• _Task directions_:
Which lines below contain "Sendero"? Pull them out.

++++ Available data

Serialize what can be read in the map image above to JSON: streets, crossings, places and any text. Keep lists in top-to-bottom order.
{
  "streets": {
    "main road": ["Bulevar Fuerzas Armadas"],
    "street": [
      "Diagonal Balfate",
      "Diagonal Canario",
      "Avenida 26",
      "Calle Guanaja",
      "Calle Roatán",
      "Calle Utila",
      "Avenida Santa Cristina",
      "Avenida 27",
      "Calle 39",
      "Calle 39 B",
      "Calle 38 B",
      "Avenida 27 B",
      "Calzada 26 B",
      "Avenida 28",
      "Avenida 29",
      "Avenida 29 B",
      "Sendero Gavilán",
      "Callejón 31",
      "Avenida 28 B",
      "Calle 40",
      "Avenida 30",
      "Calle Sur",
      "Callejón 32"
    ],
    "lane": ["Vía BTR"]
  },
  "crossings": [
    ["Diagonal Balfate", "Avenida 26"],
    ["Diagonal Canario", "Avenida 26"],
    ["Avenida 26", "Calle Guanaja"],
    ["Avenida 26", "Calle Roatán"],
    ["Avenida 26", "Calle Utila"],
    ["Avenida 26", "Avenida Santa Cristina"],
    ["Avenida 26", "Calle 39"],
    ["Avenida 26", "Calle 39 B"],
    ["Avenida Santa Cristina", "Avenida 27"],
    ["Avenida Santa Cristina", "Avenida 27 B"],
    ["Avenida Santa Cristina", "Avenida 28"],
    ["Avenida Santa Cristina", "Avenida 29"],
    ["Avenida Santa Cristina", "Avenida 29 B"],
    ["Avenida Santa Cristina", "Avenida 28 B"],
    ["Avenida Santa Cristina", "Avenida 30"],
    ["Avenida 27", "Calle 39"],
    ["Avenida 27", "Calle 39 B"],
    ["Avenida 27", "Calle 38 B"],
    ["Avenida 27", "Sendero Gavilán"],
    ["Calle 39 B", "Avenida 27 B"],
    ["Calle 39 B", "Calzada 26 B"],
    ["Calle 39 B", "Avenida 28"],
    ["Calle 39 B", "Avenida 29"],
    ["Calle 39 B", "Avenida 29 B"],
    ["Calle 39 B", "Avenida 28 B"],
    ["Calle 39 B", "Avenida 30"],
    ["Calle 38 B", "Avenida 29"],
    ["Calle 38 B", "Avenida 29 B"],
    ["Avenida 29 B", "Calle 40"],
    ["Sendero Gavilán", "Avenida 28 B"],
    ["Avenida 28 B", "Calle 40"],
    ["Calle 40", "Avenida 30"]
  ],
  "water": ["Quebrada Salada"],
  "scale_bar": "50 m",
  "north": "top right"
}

++++++++

• _Finished task_:
      "Sendero Gavilán",
    ["Avenida 27", "Sendero Gavilán"],
    ["Sendero Gavilán", "Avenida 28 B"],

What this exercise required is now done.